Integrate, grow, repeat. How WebSight real-time DXP provides a way to break out of the content-centric model

The presentation will offer an analysis of how WebSight DXP event-driven architecture can be used to create a more agile and responsive digital experience platform.

We will showcase an event-driven WebSight DXP architecture, and demonstrate how CMS can be used as a data source for a composable platform that processes events in real time.

The live demo will focus on the critical capabilities the event-driven architectures bring into DXP business scenarios:

By the end of our presentation, participants will have a general understanding of how the event-driven architecture can be utilized in the DXP context.
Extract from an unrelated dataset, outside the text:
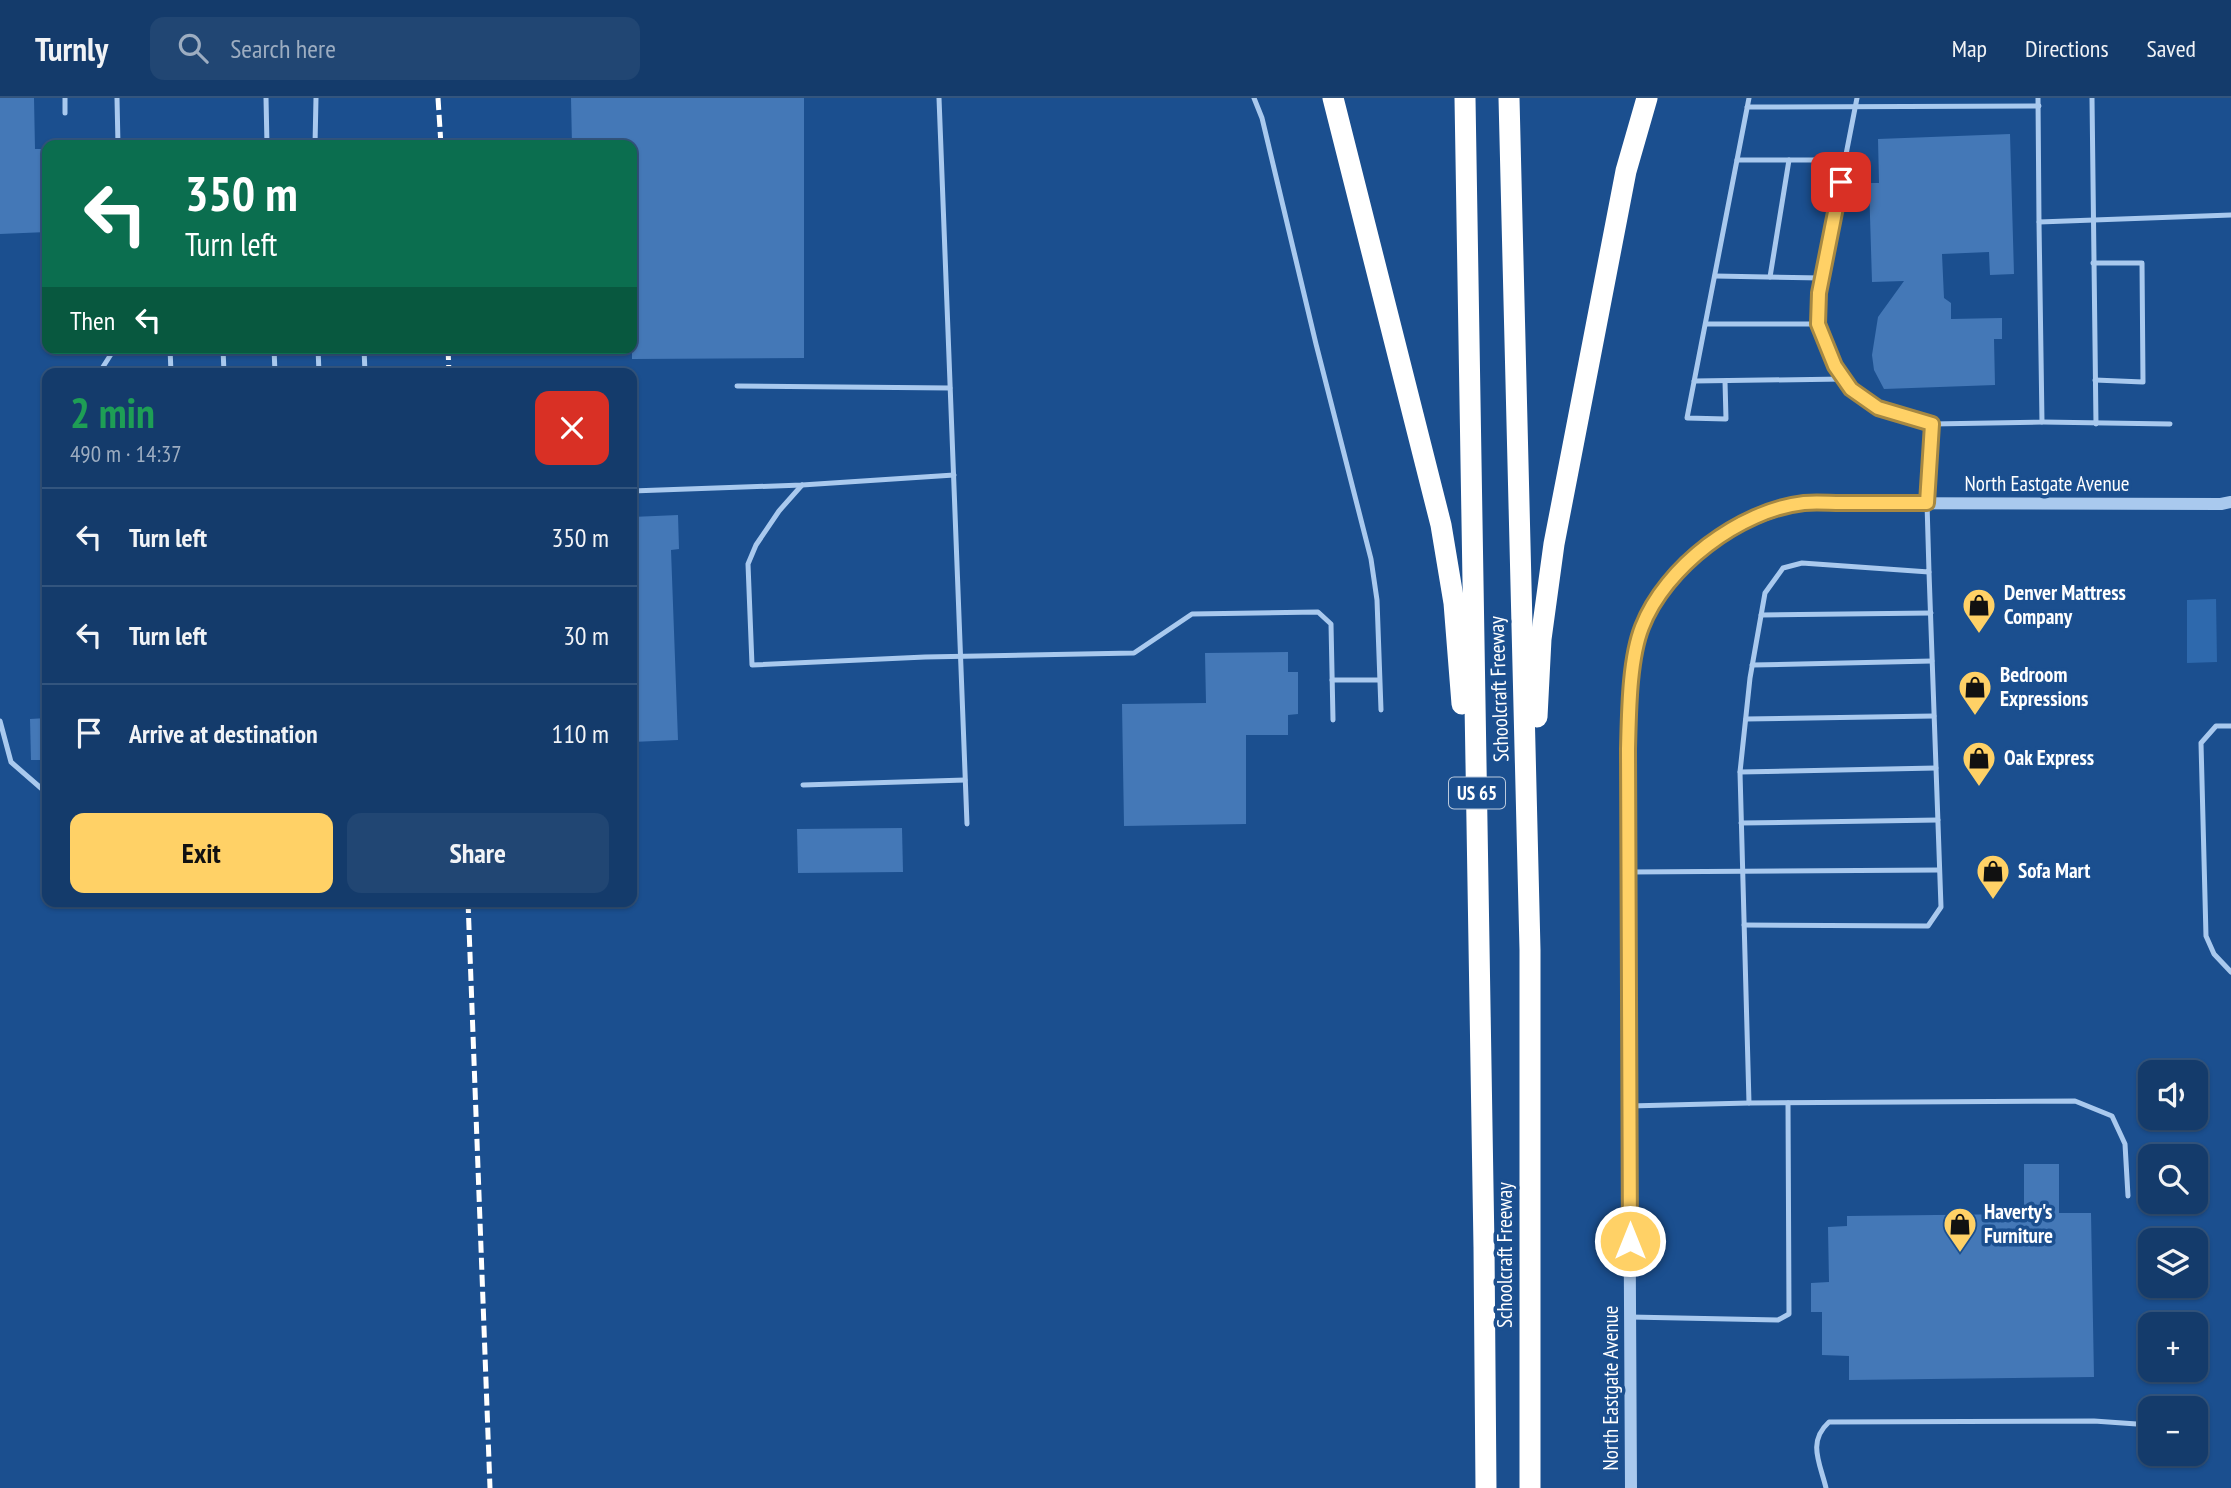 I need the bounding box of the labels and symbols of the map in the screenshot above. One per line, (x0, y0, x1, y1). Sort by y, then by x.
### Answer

How do you determine, which experience depends on what resources (templates, products, content)?

Maciej Laskowski

This really depends and there are at least a couple of valid solutions since the composing experience is made by small functions. The functions we were presented during the demo are configurable, and we can define which template is compatible with a particular (versioned) model and type of the data (products/reviews/prices), e.g. a template that is identified by the path `/templates/product-details-template.html` will use data of type and versions: pimProduct.v1, reviews.v1 and prices.v1.

Michal

Pipelines are built out of functions. Functions subscribes to the topics to read the events from and (optionally) produces new events. The first function we've created is the Router, which is responsible for re-writing each event type (page update, data update, template update etc) to the type-based topic. This way we know how to inform downstream functions about the event, which is relevant to the function. We'll have a diagrams with pipelines from demo on the playground session.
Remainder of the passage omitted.